• What needs to be done
An exact, complete copy of the entries is needed, with the pictures left out.

• Exercise material
----

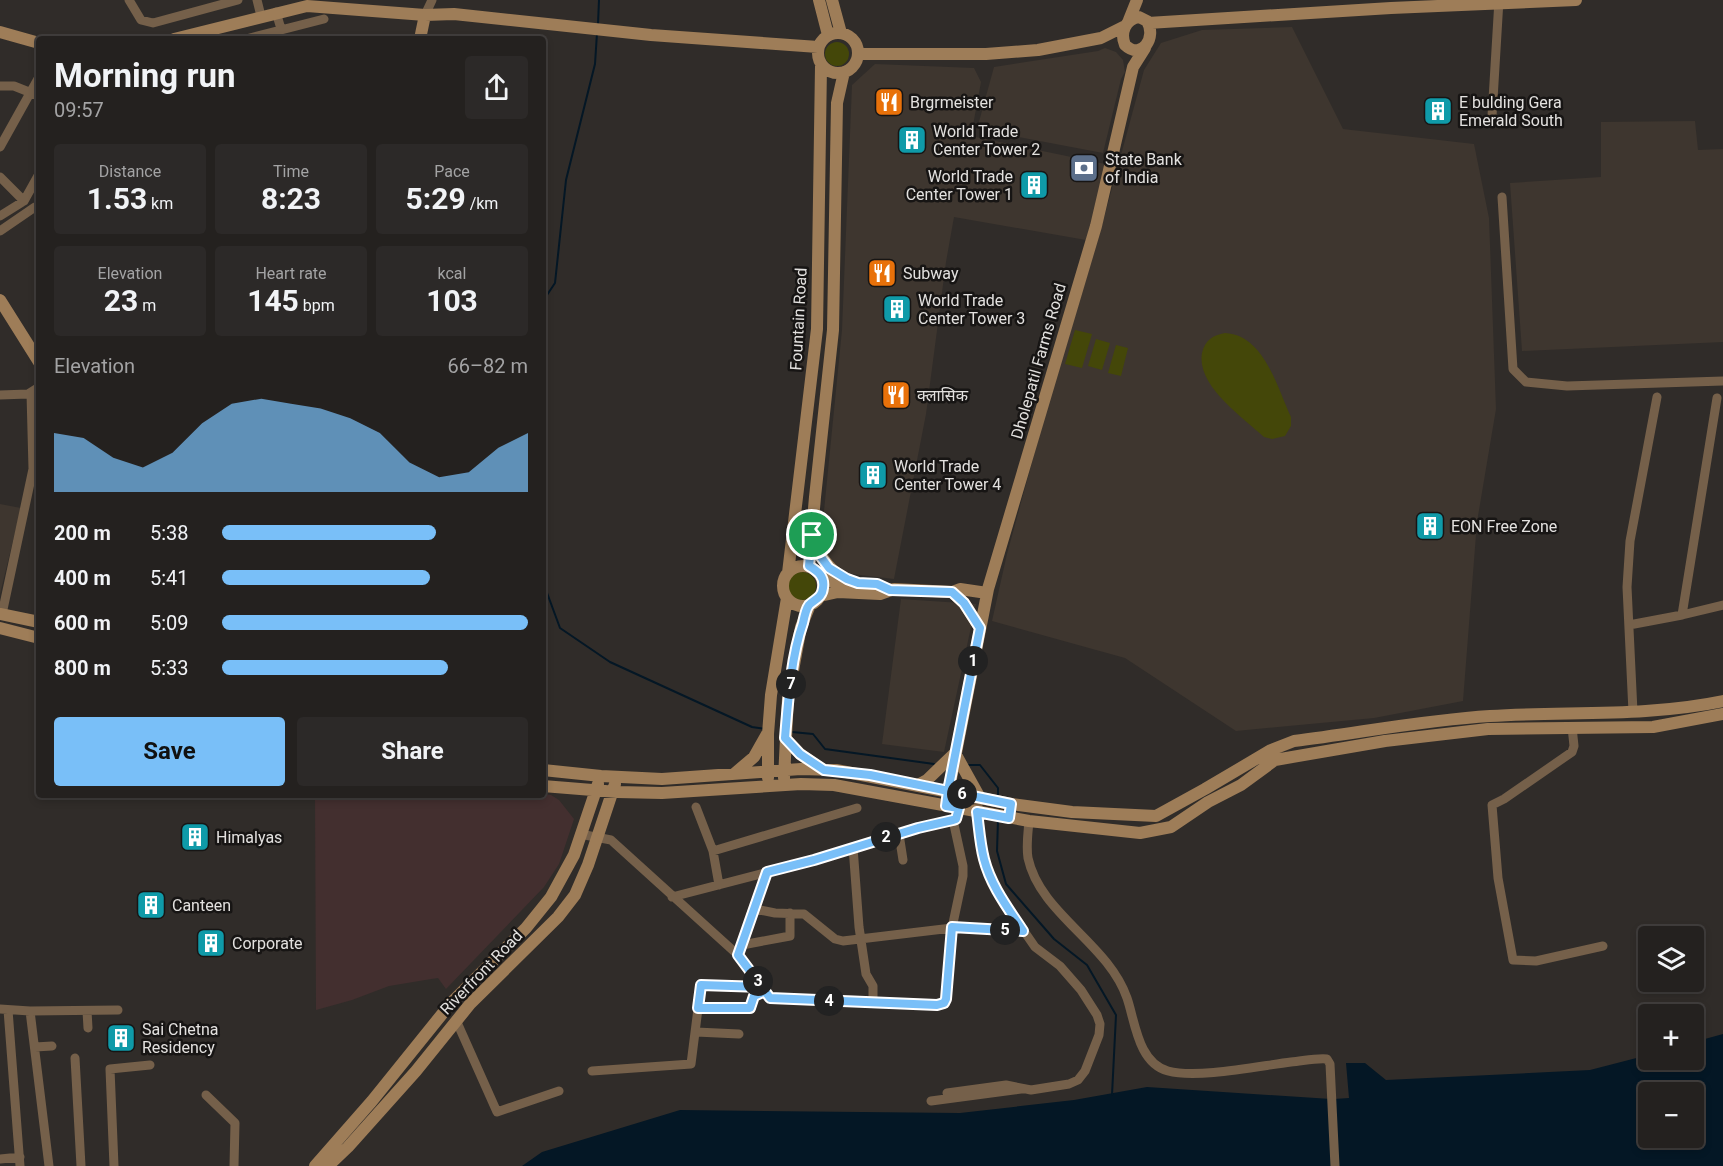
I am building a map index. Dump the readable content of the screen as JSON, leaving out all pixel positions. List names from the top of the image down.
{
  "streets": {
    "street": ["Fountain Road", "Dholepatil Farms Road", "Riverfront Road"]
  },
  "places": {
    "restaurant": ["Brgrmeister", "Subway", "क्लासिक"],
    "building": [
      "E bulding Gera Emerald South",
      "World Trade Center Tower 2",
      "World Trade Center Tower 1",
      "World Trade Center Tower 3",
      "World Trade Center Tower 4",
      "EON Free Zone",
      "Himalyas",
      "Canteen",
      "Corporate",
      "Sai Chetna Residency"
    ],
    "bank": ["State Bank of India"]
  },
  "page": {
    "heading": ["Morning run", "09:57"],
    "stats": [
      ["Distance", "1.53 km"],
      ["Time", "8:23"],
      ["Pace", "5:29 /km"],
      ["Elevation", "23 m"],
      ["Heart rate", "145 bpm"],
      ["kcal", "103"]
    ],
    "chart": ["Elevation", "66–82 m"],
    "list": [
      {
        "name": "200 m",
        "note": "5:38"
      },
      {
        "name": "400 m",
        "note": "5:41"
      },
      {
        "name": "600 m",
        "note": "5:09"
      },
      {
        "name": "800 m",
        "note": "5:33"
      }
    ],
    "pins": [
      "1",
      "7",
      "6",
      "2",
      "5",
      "3",
      "4"
    ],
    "buttons": ["Save", "Share"],
    "map_buttons": ["+", "−"]
  }
}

----

• Exercise result
I am building a map index. Dump the readable content of the screen as JSON, leaving out all pixel positions. List names from the top of the image down.
{
  "streets": {
    "street": ["Fountain Road", "Dholepatil Farms Road", "Riverfront Road"]
  },
  "places": {
    "restaurant": ["Brgrmeister", "Subway", "क्लासिक"],
    "building": [
      "E bulding Gera Emerald South",
      "World Trade Center Tower 2",
      "World Trade Center Tower 1",
      "World Trade Center Tower 3",
      "World Trade Center Tower 4",
      "EON Free Zone",
      "Himalyas",
      "Canteen",
      "Corporate",
      "Sai Chetna Residency"
    ],
    "bank": ["State Bank of India"]
  },
  "page": {
    "heading": ["Morning run", "09:57"],
    "stats": [
      ["Distance", "1.53 km"],
      ["Time", "8:23"],
      ["Pace", "5:29 /km"],
      ["Elevation", "23 m"],
      ["Heart rate", "145 bpm"],
      ["kcal", "103"]
    ],
    "chart": ["Elevation", "66–82 m"],
    "list": [
      {
        "name": "200 m",
        "note": "5:38"
      },
      {
        "name": "400 m",
        "note": "5:41"
      },
      {
        "name": "600 m",
        "note": "5:09"
      },
      {
        "name": "800 m",
        "note": "5:33"
      }
    ],
    "pins": [
      "1",
      "7",
      "6",
      "2",
      "5",
      "3",
      "4"
    ],
    "buttons": ["Save", "Share"],
    "map_buttons": ["+", "−"]
  }
}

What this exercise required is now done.